Christo's "Floating Piers" Is a Breathtaking 2-Mile Work of Art on an Italian Lake

200,000 polyurethane cubes, miles of yellow cloth, and a truly spectacular view. 

Wolfgang Volz

Christo, the legendary Bulgarian-American artist renowned for his massive, spectacular, environmental displays of color, has not put on an outdoor exhibition since 2005. His wife and artistic partner Jeanne-Claude died in 2009, ending decades of collaboration that molded environmental landscapes into visually stunning, enormous installations. After his partner’s death, there was only one thing left to do: walk on water.

Floating Piers” is a concept that Christo’s had in his head for decades. He and Jeanne-Claude first envisioned the idea 46 years ago, and had tentative plans to install it in the Río de la Plata basin of South America, and the Tokyo Bay of Japan over the years, but neither project got off the ground (or into the water).

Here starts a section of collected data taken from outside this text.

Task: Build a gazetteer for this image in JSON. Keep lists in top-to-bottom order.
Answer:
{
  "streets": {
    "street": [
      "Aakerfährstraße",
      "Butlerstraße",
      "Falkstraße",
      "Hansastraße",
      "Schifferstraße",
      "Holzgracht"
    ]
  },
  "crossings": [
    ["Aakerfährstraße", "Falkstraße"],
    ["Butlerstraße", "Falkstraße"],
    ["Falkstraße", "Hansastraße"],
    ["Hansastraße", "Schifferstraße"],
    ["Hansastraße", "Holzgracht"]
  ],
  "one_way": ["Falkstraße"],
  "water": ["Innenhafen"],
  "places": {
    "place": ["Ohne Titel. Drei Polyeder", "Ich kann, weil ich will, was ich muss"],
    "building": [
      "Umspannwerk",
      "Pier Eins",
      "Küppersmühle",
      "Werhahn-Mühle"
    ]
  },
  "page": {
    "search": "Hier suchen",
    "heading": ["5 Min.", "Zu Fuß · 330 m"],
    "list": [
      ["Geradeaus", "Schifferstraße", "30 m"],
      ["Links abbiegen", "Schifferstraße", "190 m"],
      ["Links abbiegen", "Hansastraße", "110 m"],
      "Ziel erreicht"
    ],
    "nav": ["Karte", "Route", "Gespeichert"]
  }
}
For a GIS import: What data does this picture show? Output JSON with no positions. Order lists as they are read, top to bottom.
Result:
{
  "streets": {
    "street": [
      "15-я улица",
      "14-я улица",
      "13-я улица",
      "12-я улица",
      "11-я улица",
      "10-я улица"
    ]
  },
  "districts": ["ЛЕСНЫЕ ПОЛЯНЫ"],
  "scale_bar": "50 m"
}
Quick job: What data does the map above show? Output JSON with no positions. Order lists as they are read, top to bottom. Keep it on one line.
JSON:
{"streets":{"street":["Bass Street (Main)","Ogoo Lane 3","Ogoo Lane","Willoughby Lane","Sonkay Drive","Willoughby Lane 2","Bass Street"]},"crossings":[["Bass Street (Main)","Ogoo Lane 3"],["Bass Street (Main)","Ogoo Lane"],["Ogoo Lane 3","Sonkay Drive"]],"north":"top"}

Part of the problem was the size. Christo and Jeanne-Claude don’t like to think small, and “Floating Piers” required an enormous amount of money, people, and resources to pull off. Enter lake Iseo, a small, relatively-unknown lake in northern Italy.

Once the town officials were on board, the real work began — manufacturing, shipping, and joining together over 200,000 polyurethane cubes into gigantic floating causeways, anchored to the lake bed and covered in saffron-colored cloth. The whole thing cost $16.8 million, and was funded by the sales of his more portable works of art.

YouTuber Fabrizio Sina has been making monthly videos chronicling the installation’s construction, using a drone to fly over the lake as the causeways went in — here’s his most recent update.

“It’s really a physical thing, you need to be there, walking it, on the streets, here. And it’s demanding,” Christo told the New York Times. And the project doesn’t stop at the lake’s shores — it extends through areas of towns on the mainland and Monte Isola, an island in the lake.

The project “is all this — the piers, the lake, the mountains,” he told the Times. “With the sun, the rain, the wind, it’s part of the physicality of the project, you have to live it.”

If you can’t afford to get to Italy in the next 16 days, before the installation closes, an Italian network has set up a livestream on YouTube to watch the saffron piers 24/7.

The boats on the side are part of an army of lifeguards and attendants who will be on hand in case anyone falls off the piers. They’re exposed to all the wind and rain of the region, and have no guard rails on the sides — but Christo says the movement of the water is part of the installation’s beauty. If you do manage to get to the lake, the installation is free, but the solid-booked hotels in the lake’s surrounding villages are not. And after it finishes, the whole thing will be broken up, recycled, or resold.

“The important part of this project is the temporary part, the nomadic quality,” Christo told the Times. “The work needs to be gone, because I do not own the work, no one does. This is why it is free.”

Still, 16 days with such an incredible work is better than nothing — and we’ll always have the drone footage.